---------- RECORDED INFORMATION
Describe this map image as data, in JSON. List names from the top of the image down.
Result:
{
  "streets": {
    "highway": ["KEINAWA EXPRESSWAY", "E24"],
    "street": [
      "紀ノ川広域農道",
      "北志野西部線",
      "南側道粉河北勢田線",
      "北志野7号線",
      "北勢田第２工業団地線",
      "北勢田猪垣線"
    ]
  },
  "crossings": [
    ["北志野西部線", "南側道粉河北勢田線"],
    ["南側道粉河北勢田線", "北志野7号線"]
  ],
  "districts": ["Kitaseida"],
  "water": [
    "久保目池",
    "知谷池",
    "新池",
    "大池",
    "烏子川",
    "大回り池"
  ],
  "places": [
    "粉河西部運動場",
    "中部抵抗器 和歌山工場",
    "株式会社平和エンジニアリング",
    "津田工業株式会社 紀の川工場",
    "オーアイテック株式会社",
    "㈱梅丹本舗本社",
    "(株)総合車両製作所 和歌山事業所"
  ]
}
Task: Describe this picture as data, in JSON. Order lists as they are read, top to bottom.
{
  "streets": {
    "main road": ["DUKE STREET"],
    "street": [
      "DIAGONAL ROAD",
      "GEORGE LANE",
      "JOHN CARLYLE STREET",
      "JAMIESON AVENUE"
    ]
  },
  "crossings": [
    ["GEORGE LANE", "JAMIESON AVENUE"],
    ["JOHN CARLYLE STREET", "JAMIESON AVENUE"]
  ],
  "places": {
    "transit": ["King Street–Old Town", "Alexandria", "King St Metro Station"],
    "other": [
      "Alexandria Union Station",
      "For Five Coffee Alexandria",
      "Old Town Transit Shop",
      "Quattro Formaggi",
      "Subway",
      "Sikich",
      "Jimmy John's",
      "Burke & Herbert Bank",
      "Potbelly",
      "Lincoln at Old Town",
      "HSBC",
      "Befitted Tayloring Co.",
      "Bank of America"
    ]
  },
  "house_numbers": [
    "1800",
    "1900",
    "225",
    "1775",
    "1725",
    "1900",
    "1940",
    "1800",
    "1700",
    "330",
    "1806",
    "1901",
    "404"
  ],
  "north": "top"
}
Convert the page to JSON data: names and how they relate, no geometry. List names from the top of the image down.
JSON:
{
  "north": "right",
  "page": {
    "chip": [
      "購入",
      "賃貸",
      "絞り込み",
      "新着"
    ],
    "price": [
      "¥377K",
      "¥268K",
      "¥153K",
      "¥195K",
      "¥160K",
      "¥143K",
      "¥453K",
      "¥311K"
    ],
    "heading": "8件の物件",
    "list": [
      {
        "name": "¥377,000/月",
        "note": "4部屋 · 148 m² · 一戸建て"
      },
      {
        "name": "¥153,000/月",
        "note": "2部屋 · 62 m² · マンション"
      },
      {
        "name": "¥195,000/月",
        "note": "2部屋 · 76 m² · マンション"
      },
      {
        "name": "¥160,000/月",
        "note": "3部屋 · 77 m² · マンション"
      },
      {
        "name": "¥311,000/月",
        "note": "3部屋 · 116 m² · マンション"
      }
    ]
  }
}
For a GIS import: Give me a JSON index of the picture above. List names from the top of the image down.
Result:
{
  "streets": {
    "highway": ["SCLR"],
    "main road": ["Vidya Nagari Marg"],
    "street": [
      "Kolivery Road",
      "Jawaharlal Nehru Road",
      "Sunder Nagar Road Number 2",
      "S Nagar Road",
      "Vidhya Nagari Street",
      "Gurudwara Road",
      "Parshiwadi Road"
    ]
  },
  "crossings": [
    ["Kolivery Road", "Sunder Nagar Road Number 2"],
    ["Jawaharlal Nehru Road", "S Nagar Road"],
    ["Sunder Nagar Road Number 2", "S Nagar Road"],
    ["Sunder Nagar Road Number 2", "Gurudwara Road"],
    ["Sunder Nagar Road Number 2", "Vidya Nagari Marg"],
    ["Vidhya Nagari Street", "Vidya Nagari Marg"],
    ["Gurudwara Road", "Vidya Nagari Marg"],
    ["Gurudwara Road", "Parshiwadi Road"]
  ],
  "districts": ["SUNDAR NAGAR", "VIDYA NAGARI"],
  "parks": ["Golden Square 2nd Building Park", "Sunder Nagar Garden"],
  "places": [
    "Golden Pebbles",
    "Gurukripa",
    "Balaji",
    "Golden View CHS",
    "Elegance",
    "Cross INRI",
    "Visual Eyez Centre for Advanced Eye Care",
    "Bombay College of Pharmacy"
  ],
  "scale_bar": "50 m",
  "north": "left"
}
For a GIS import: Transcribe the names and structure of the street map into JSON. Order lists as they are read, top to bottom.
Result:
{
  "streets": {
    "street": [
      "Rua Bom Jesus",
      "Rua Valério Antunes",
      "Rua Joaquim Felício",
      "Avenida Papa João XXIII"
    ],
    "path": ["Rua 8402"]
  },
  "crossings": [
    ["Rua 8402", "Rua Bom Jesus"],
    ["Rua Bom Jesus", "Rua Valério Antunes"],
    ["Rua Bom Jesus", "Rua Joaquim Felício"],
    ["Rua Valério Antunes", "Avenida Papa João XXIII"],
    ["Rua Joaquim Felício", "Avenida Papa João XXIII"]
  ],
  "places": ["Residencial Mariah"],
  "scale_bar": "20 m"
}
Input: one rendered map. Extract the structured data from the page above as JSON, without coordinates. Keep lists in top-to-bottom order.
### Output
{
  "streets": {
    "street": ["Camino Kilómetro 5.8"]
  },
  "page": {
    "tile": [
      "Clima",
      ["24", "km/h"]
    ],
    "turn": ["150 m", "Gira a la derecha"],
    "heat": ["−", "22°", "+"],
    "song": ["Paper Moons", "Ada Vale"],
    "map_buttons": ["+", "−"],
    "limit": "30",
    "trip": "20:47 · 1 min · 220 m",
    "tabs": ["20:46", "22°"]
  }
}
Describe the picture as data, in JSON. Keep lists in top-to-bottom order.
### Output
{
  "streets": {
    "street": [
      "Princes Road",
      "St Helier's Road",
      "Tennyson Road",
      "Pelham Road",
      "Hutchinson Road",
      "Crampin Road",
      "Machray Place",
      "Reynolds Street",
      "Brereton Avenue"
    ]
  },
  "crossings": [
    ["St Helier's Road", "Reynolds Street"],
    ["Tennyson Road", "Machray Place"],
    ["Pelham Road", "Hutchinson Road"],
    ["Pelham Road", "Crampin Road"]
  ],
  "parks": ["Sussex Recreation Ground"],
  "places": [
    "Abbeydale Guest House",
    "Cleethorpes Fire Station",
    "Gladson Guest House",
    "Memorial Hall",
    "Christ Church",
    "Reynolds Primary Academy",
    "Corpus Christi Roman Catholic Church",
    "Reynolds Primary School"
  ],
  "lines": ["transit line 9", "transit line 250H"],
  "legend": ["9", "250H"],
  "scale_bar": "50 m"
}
--------------------
- WORK ORDER:
Extract every line from the records above that contains the word "import".

- ANSWER SECTION:
For a GIS import: Give me a JSON index of the picture above. List names from the top of the image down.
For a GIS import: Transcribe the names and structure of the street map into JSON. Order lists as they are read, top to bottom.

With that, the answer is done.